Thank you…and to add insult to injury now as teachers are job performance is based on student test scores. Test that take place one day a year….so my student’s parents told them they are getting divorced or their dog died, or they slept horrible the night before the test, or went to bed hungry…or they really don’t like school and haven’t done much work all year and really don’t care….when do we get to test the parents??? The ones that are never home, some because they work at night, others because their in the local bar. What about the parent who never calls the teacher, or never responds to a note sent home. How about the parent who complains when you keep their child after school for extra help, or the one that told me once that they were just too busy to check each night on their child’s homework. In college we are taught to assess students in multiple ways, but NY State says that oh no one test is good enough to gauge whether a student had a ‘good’ teacher or not. I hope they start keeping track of how many patients are unhappy with their doctors, lawyers, auto dealers, and politicians etc…and then we can rate their performances also….don’t get me wrong I love teaching…but good teachers don’t leave because of the students they leave because of the lack of respect and politics that takes place within a district!
Suzanne, it’s terrible to think that some states think it can be distilled down to one test. There really is so much else going on that it’s impossible to base everything on one test. The whole concept of “teaching to the test” destroys the concept of education, in my opinion. The world of education is very different, and the idea of basing things on student/parent satisfaction is also something to be careful of. It has its good points, but it also shouldn’t be the only measure of success. Hospitals are dealing with HCAPS and patient satisfaction surveys impacting their funding. The problem with hospitals and education using this measure is that satisfaction goes down when hospitals and schools don’t have enough funding to properly do their jobs. Politics and lack of respect do take their toll on educators, and it’s unfortunate that this ultimately makes students suffer.
I am a Parents As Teachers Educator. My program reaches parents and children pre-natal to age 5. I am now funded by the Maternal Infant Early Childhood Grant which is part of the Affordable Care Act.
This program is often the first experience a parent has with the local school. We strive to help parents see how important they are in the lives of their children and what they can do do open that wonderful brain to thinking and learning. I have raised 4 wonderful children in the public education system I know some excellent teachers and they WORK long hours and try their best to teach despite the horrid yearly tests. It is disturbing that intelligence, education, and thinking are being treated as a bad thing. It seems that there is a percentage of people in power who do not want an informed population.

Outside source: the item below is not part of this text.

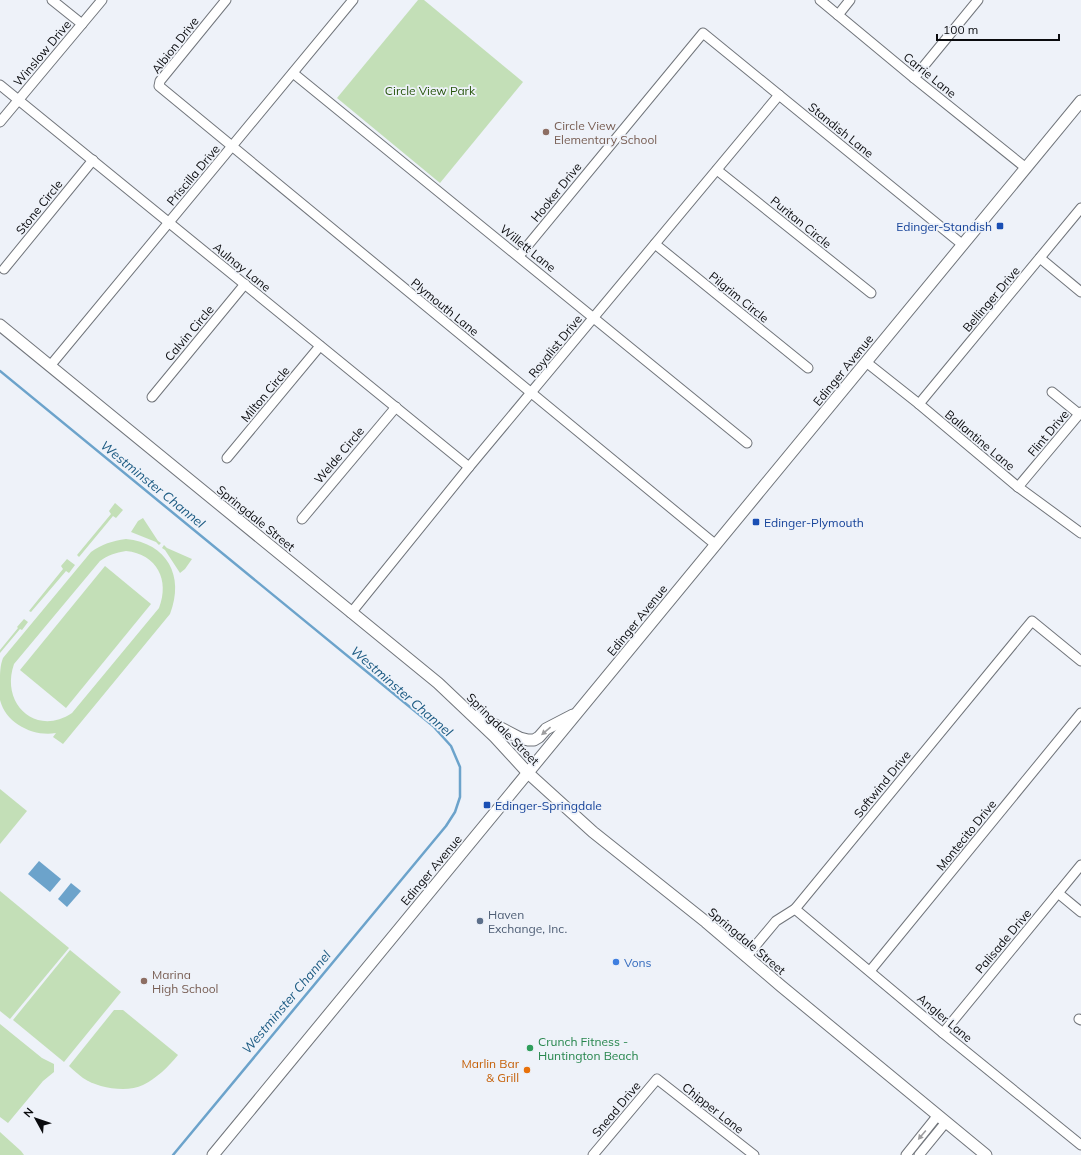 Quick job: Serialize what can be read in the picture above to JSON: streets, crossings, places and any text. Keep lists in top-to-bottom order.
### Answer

I enjoyed the article. I will share it.
I’m happy to hear about your program. You’re right – this whole scenario is disturbing. I’m glad you enjoyed the article and will share it.
I cannot tell you how many times I argue that teachers have hard jobs. Most of my friends scoff at me when I say that teaching is hard. I work in an inner city school and I feel more like a therapist every day. I am leaving the public school sector because it is a horrible place to work. The bureaucracy, excessive paper work, and piddly paycheck is not worth my mental and physical health.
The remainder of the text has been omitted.